OVERTONC’est une théorie dont on reparle beaucoup en ce moment et qui fait l’objet d’articles et d’analyses à propos de la campagne électorale en France.

L’occasion pour beaucoup de la découvrir.

Il s’agit de la théorie dite « la fenêtre d’Overton », aussi appelée la fenêtre du discours.

Le nom vient d’un lobbyiste libéral américain, Joseph Overton qui a introduit cette notion dans les années 1990. Elle désigne la gamme d’idées (c’est ça la fenêtre) que le public peut accepter à un moment donné. La viabilité politique d’une idée dépend ainsi du fait qu’elle se situe dans cette fenêtre qui comprend donc une gamme de politiques et d’idées qu’un politicien peut proposer et débattre sans être considéré comme trop extrême, pour gagner ou conserver une fonction publique (merci Wikipedia).

Ainsi existe-t-il une échelle de l’acceptation des idées publiques : On passe d’une extrême où les idées sont inconcevables ou inacceptables, puis radicales, acceptables, sensées, populaires, et enfin admises politiquement (comme une évidence partagée).

Cette théorie stipule que la fenêtre en question change de taille et peut se déplacer. Une idée, après avoir été considérée comme inacceptable, peut progressivement devenir une idée politiquement acceptable. Et le jeu des politiques qui soutiennent des idées en dehors de la fenêtre est alors de chercher à persuader l’opinion pour élargir la fenêtre ; inversement ceux qui soutiennent les idées à l’intérieur de la fenêtre veulent convaincre l’opinion que toutes les idées en dehors de la fenêtre sont inacceptables, pour éviter de les y faire rentrer.
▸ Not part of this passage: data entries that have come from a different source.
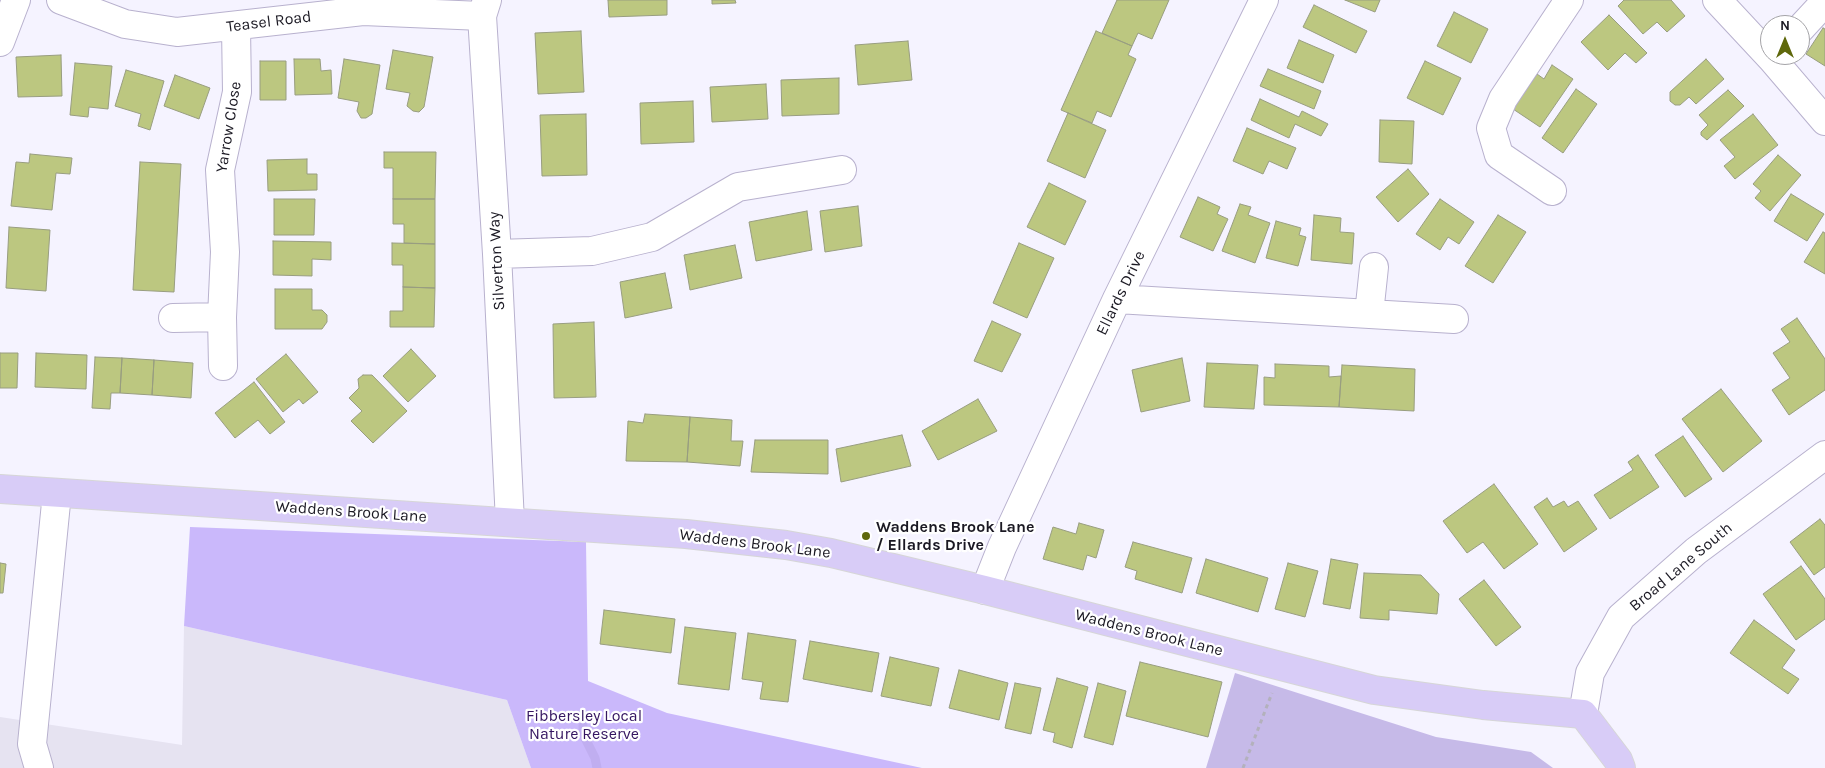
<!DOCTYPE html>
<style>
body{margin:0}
#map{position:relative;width:1825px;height:768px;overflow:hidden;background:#f5f3ff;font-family:Karla,sans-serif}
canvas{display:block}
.north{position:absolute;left:1760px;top:15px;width:50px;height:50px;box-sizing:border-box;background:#fff;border:1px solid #a4a3a7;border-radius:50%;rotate:0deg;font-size:14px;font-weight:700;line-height:20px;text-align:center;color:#1b1923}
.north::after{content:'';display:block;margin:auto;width:18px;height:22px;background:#5f680c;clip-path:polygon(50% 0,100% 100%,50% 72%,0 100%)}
</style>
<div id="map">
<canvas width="1825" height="768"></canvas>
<div class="north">N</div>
</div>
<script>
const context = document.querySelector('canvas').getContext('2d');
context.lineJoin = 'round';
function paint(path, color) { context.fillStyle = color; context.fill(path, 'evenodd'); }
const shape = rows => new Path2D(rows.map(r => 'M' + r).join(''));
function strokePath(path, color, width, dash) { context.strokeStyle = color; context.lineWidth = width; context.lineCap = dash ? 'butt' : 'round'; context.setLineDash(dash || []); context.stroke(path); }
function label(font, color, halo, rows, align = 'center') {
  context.font = font + ' Karla,sans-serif'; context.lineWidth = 4.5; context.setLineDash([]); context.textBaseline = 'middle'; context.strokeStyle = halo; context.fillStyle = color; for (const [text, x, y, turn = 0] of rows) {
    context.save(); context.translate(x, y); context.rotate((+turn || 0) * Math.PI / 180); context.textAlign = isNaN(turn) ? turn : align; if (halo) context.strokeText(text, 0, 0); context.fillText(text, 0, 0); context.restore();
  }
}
paint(shape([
 [184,626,507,700,531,768,0,768,0,717,182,745]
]), '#e6e3f1');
paint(shape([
 [1235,673,1436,737,1531,752,1553,768,1206,768]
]), '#c6bae8');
paint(shape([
 [190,527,586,542,588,681,667,713,922,768,531,768,507,700,184,626]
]), '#cab8fb');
strokePath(shape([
 [583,726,584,736,595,758,597,768]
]), '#c0aef0', 9);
const building = shape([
 [608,0,667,0,667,15,609,17,608,0],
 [712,0,735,0,736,3,712,4,712,0],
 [1117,0,1169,0,1152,39,1138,33,1132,46,1102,33,1117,0],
 [1345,0,1380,0,1375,12,1345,0],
 [1624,0,1671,0,1685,16,1667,32,1657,22,1643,34,1618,6,1624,0],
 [1314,5,1367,31,1356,53,1303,27,1314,5],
 [1454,12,1488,29,1471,63,1437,46,1454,12],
 [1609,15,1647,53,1636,63,1625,53,1608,70,1581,42,1609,15],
 [1823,28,1825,29,1825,66,1806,54,1823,28],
 [581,31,584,92,538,94,535,33,581,31],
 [1096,31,1132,46,1128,55,1136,59,1111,117,1097,111,1092,123,1061,110,1096,31],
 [1299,40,1334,55,1323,83,1287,68,1299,40],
 [908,41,912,80,858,85,855,45,908,41],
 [393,50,433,57,424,107,419,112,413,111,407,106,410,93,386,89,393,50],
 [61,55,62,96,18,97,16,57,61,55],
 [294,59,320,59,321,71,331,70,332,94,295,95,294,59],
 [344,59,380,65,372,114,366,118,361,118,357,111,359,102,338,98,344,59],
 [1706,59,1724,79,1696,104,1689,97,1680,105,1675,105,1670,101,1670,92,1706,59],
 [260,61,286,61,286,100,260,100,260,61],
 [1425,61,1461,78,1443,115,1407,98,1425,61],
 [75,63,112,66,108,109,89,107,88,117,70,115,75,63],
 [1552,65,1573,79,1540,127,1513,109,1537,74,1544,79,1552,65],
 [1268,69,1321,91,1314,109,1260,86,1268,69],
 [126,70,164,81,150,130,138,126,141,114,115,106,126,70],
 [175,75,210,88,199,119,164,106,175,75],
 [839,78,839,114,782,116,781,80,839,78],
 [766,84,768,119,712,122,710,87,766,84],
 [1576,89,1597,104,1563,153,1542,138,1576,89],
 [1728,90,1744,106,1707,140,1701,135,1701,132,1708,125,1699,115,1728,90],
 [1260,99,1299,117,1302,111,1328,124,1321,136,1295,124,1289,138,1251,120,1260,99],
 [693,101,694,142,641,144,640,103,693,101],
 [1068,113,1106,130,1085,178,1047,161,1068,113],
 [586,114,587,175,542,176,540,115,586,114],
 [1753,114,1778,145,1735,179,1724,166,1735,157,1720,140,1753,114],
 [1380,120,1414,121,1412,164,1379,162,1380,120],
 [1247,128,1296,148,1287,169,1269,161,1263,174,1233,161,1247,128],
 [384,152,436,152,435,199,393,199,393,168,384,168,384,152],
 [30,154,72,158,70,174,56,173,52,210,11,206,16,162,29,163,30,154],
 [1778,155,1801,175,1770,211,1755,198,1761,191,1753,184,1778,155],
 [307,159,307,174,317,174,317,190,268,191,267,160,307,159],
 [140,162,181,164,174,292,133,290,140,162],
 [1408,169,1429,194,1398,222,1376,197,1408,169],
 [1049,183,1086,201,1065,245,1027,227,1049,183],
 [1791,194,1824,214,1807,241,1774,221,1791,194],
 [1198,197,1220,207,1217,214,1228,219,1213,251,1180,237,1198,197],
 [274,199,315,199,314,235,274,235,274,199],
 [393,199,435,199,435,244,404,243,404,224,393,224,393,199],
 [1440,199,1474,222,1459,244,1448,237,1440,250,1416,234,1440,199],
 [1240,204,1251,207,1248,215,1270,223,1255,263,1222,251,1240,204],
 [858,206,862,246,825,252,820,211,858,206],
 [807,211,812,250,756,261,749,222,807,211],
 [1314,215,1341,218,1340,232,1354,233,1352,264,1311,260,1314,215],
 [1498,215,1526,232,1493,283,1465,266,1498,215],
 [1276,221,1301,228,1299,235,1306,237,1298,266,1266,258,1276,221],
 [9,227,50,230,46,291,6,288,9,227],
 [1823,232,1825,233,1825,274,1804,262,1823,232],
 [273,241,331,242,331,260,312,259,312,276,273,275,273,241],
 [392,243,435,244,435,288,403,287,403,265,392,265,392,243],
 [1019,243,1054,258,1027,318,993,303,1019,243],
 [735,245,742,278,690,290,684,255,735,245],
 [665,273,672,308,625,318,620,282,665,273],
 [403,287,435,288,434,327,390,327,390,311,403,311,403,287],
 [275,289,312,289,312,310,322,310,327,315,327,322,322,329,275,329,275,289],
 [1797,318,1825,359,1825,390,1789,415,1772,390,1790,378,1773,353,1790,342,1781,329,1797,318],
 [992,321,1021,334,1002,372,974,361,992,321],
 [594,322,596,397,554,398,553,324,594,322],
 [411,349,436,376,408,402,383,376,411,349],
 [0,353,18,353,17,388,0,388,0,353],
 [36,353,87,355,86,389,35,387,36,353],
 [286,354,318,392,303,404,299,399,283,412,256,379,286,354],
 [95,357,122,358,120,393,111,393,110,409,92,408,95,357],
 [122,358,154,360,152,395,120,393,122,358],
 [1182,358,1190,401,1141,412,1132,370,1182,358],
 [154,360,193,363,191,398,152,395,154,360],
 [1207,363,1258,365,1254,409,1204,407,1207,363],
 [1275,364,1329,366,1329,377,1341,376,1339,407,1264,405,1264,377,1275,378,1275,364],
 [1342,365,1415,369,1414,411,1339,407,1342,365],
 [363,375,372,375,407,411,373,443,351,421,362,411,349,398,359,388,358,379,363,375],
 [254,382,285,422,270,434,258,420,235,438,215,413,254,382],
 [1721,389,1762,441,1723,472,1682,419,1721,389],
 [978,399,997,431,938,460,922,431,978,399],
 [645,414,690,417,687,462,626,461,628,421,643,423,645,414],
 [690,417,732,420,731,441,743,441,740,466,687,462,690,417],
 [902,435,911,466,841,482,836,449,902,435],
 [1683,436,1712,479,1685,497,1655,455,1683,436],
 [755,440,828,440,828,474,751,472,755,440],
 [1638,455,1659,487,1610,519,1594,495,1633,470,1628,462,1638,455],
 [1494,484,1538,544,1504,569,1483,542,1467,553,1443,521,1494,484],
 [1547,498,1553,507,1564,501,1568,507,1578,501,1597,529,1564,552,1534,507,1547,498],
 [1820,519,1825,525,1825,567,1814,575,1790,542,1820,519],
 [1079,523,1104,530,1096,558,1087,555,1083,570,1043,559,1053,527,1076,534,1079,523],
 [1133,542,1192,558,1182,593,1135,579,1137,571,1125,567,1133,542],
 [1206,559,1268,578,1258,612,1196,593,1206,559],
 [1331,559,1358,564,1350,609,1323,604,1331,559],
 [0,563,6,564,3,593,0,593,0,563],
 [1288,563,1318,571,1305,617,1275,609,1288,563],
 [1801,566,1825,599,1825,619,1796,640,1763,594,1801,566],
 [1364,573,1421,575,1439,594,1437,614,1389,610,1389,620,1360,618,1364,573],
 [1484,580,1521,627,1496,646,1459,599,1484,580],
 [604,610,675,619,671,653,600,644,604,610],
 [1754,620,1795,650,1782,668,1799,679,1788,694,1730,653,1754,620],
 [685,627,736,633,729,690,678,684,685,627],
 [748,633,796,640,788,702,760,699,763,682,742,679,748,633],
 [810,641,879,653,872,692,803,679,810,641],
 [890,657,939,668,931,706,881,696,890,657],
 [1140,662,1222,682,1208,737,1126,716,1140,662],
 [959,670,1008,683,999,720,949,708,959,670],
 [1057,678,1088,687,1072,748,1053,742,1055,733,1043,730,1057,678],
 [1015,683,1041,688,1031,734,1005,728,1015,683],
 [1098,683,1126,691,1113,745,1084,737,1098,683]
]);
paint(building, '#bcc780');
strokePath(building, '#989d80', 1);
const minor = shape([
 [61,0,125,24,177,32,363,11,482,16],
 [487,0,482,16,497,254,510,522],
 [1717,0,1772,59,1825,121],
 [1800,29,1825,2],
 [0,42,16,0],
 [1552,191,1499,155,1491,128,1503,99,1569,0],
 [497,254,592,251,652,237,738,187,842,170],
 [1117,299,1454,319],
 [1369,314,1374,267],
 [173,318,222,317],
 [223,366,222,317,225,252,220,170,237,92,236,27],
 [985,590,1002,547,1117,299,1264,0],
 [1583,714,1590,673,1621,617,1696,551,1825,455],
 [39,768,32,744,57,493]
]);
const major = shape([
 [0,489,686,534,786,545,831,553,985,590,1374,690,1483,705,1583,714,1618,760,1621,768]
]);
strokePath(minor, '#b8b1ce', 30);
strokePath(major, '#d6d6d7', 30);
strokePath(shape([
 [1243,768,1272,693]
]), '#b3b1bc', 3, [4, 4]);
strokePath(minor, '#fff', 28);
strokePath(major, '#d8ccf7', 28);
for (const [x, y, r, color] of [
 [866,536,5,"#5f680c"]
]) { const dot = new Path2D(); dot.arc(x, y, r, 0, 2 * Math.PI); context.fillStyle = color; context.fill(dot); strokePath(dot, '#fff', 2); }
label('16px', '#1b1923', '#fff', [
 ["Teasel Road",269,22,-7],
 ["Yarrow Close",229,127,-81],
 ["Silverton Way",497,261,-93],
 ["Ellards Drive",1121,293,-64],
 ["Waddens Brook Lane",351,512,4],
 ["Waddens Brook Lane",755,544,7],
 ["Broad Lane South",1681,567,-40],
 ["Waddens Brook Lane",1149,633,14]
]);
label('bold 16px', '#1b1923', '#fff', [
 ["Waddens Brook Lane",876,527],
 ["/ Ellards Drive",876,545]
], 'left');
label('16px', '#351661', '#fff', [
 ["Fibbersley Local",584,716],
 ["Nature Reserve",584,734]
]);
</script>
Cette théorie est devenue familière des professionnels de la communication, et s’est étendue à d’autres domaines de la vie en société, à l’entreprise notamment. Une des techniques reconnue pour agrandir la fenêtre de l’acceptabilité consiste à faire la promotion d’idées très éloignées, jugées donc comme radicales ou inacceptables, avec l’intention réelle de rendre acceptables, par comparaison, des idées moins éloignées, mais considérées comme marginales et en dehors de la fenêtre.

Les exemples d’évolution des idées par rapport à cette fenêtre sont légion. On peut citer l’euthanasie, considérée comme inacceptable après la seconde guerre mondiale, qui est petit à petit devenue une idée, non plus radicale, mais acceptable par certains, même si elle n’est pas complètement entrée dans la catégorie évidence partagée. Ce phénomène de petits pas qui font pénétrer les idées se constate aujourd’hui sur des sujets d’actualité comme la GPA, et demain sur le Revenu Universel ou la libéralisation du cannabis. On a vu aussi, à l’occasion de la crise Covid, l’idée du contrôle de la population entrer dans la fenêtre avec le pass sanitaire. L’utilisation de technologies de surveillance de la population a, à cette occasion, entrebâillé la fenêtre d’Overton. On pourrait analyser de manière plus générale, le mouvement vers la fenêtre des nouvelles technologies, qui, au début, font lever les peurs de ceux qui les considèrent comme inacceptables.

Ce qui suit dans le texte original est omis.